■ **Requirement**: Repeat, without any change, the entries presented below.

Stored items

• • • • •

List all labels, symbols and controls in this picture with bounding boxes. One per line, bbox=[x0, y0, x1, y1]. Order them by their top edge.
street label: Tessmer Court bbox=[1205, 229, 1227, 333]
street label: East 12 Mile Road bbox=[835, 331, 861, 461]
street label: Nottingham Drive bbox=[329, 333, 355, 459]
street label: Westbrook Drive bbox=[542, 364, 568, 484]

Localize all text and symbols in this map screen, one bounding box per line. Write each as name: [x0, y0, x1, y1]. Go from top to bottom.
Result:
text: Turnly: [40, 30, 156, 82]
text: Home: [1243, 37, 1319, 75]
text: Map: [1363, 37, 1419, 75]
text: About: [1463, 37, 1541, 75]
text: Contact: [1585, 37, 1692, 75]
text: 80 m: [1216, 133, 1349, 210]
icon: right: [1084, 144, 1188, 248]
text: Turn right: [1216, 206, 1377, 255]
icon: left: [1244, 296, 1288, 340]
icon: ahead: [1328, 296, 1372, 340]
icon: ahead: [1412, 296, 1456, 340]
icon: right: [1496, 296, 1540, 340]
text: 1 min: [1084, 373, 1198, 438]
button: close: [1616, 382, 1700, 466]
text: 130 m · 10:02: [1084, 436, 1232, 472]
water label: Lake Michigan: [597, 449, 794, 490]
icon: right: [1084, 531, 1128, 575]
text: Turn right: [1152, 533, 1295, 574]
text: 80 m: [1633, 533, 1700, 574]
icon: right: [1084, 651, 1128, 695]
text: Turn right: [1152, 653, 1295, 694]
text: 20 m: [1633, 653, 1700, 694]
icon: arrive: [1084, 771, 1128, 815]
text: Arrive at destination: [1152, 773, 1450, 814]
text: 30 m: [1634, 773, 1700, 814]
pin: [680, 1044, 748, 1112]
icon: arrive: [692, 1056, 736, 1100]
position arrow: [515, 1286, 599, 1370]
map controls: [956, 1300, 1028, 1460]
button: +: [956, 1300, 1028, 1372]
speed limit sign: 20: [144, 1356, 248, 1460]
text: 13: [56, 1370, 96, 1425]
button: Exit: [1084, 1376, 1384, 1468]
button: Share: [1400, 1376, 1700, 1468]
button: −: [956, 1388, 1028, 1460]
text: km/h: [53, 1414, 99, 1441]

• • • • •

■ **Solution to this task**:
List all labels, symbols and controls in this picture with bounding boxes. One per line, bbox=[x0, y0, x1, y1]. Order them by their top edge.
street label: Tessmer Court bbox=[1205, 229, 1227, 333]
street label: East 12 Mile Road bbox=[835, 331, 861, 461]
street label: Nottingham Drive bbox=[329, 333, 355, 459]
street label: Westbrook Drive bbox=[542, 364, 568, 484]

Localize all text and symbols in this map screen, one bounding box per line. Write each as name: [x0, y0, x1, y1]. Go from top to bottom.
Result:
text: Turnly: [40, 30, 156, 82]
text: Home: [1243, 37, 1319, 75]
text: Map: [1363, 37, 1419, 75]
text: About: [1463, 37, 1541, 75]
text: Contact: [1585, 37, 1692, 75]
text: 80 m: [1216, 133, 1349, 210]
icon: right: [1084, 144, 1188, 248]
text: Turn right: [1216, 206, 1377, 255]
icon: left: [1244, 296, 1288, 340]
icon: ahead: [1328, 296, 1372, 340]
icon: ahead: [1412, 296, 1456, 340]
icon: right: [1496, 296, 1540, 340]
text: 1 min: [1084, 373, 1198, 438]
button: close: [1616, 382, 1700, 466]
text: 130 m · 10:02: [1084, 436, 1232, 472]
water label: Lake Michigan: [597, 449, 794, 490]
icon: right: [1084, 531, 1128, 575]
text: Turn right: [1152, 533, 1295, 574]
text: 80 m: [1633, 533, 1700, 574]
icon: right: [1084, 651, 1128, 695]
text: Turn right: [1152, 653, 1295, 694]
text: 20 m: [1633, 653, 1700, 694]
icon: arrive: [1084, 771, 1128, 815]
text: Arrive at destination: [1152, 773, 1450, 814]
text: 30 m: [1634, 773, 1700, 814]
pin: [680, 1044, 748, 1112]
icon: arrive: [692, 1056, 736, 1100]
position arrow: [515, 1286, 599, 1370]
map controls: [956, 1300, 1028, 1460]
button: +: [956, 1300, 1028, 1372]
speed limit sign: 20: [144, 1356, 248, 1460]
text: 13: [56, 1370, 96, 1425]
button: Exit: [1084, 1376, 1384, 1468]
button: Share: [1400, 1376, 1700, 1468]
button: −: [956, 1388, 1028, 1460]
text: km/h: [53, 1414, 99, 1441]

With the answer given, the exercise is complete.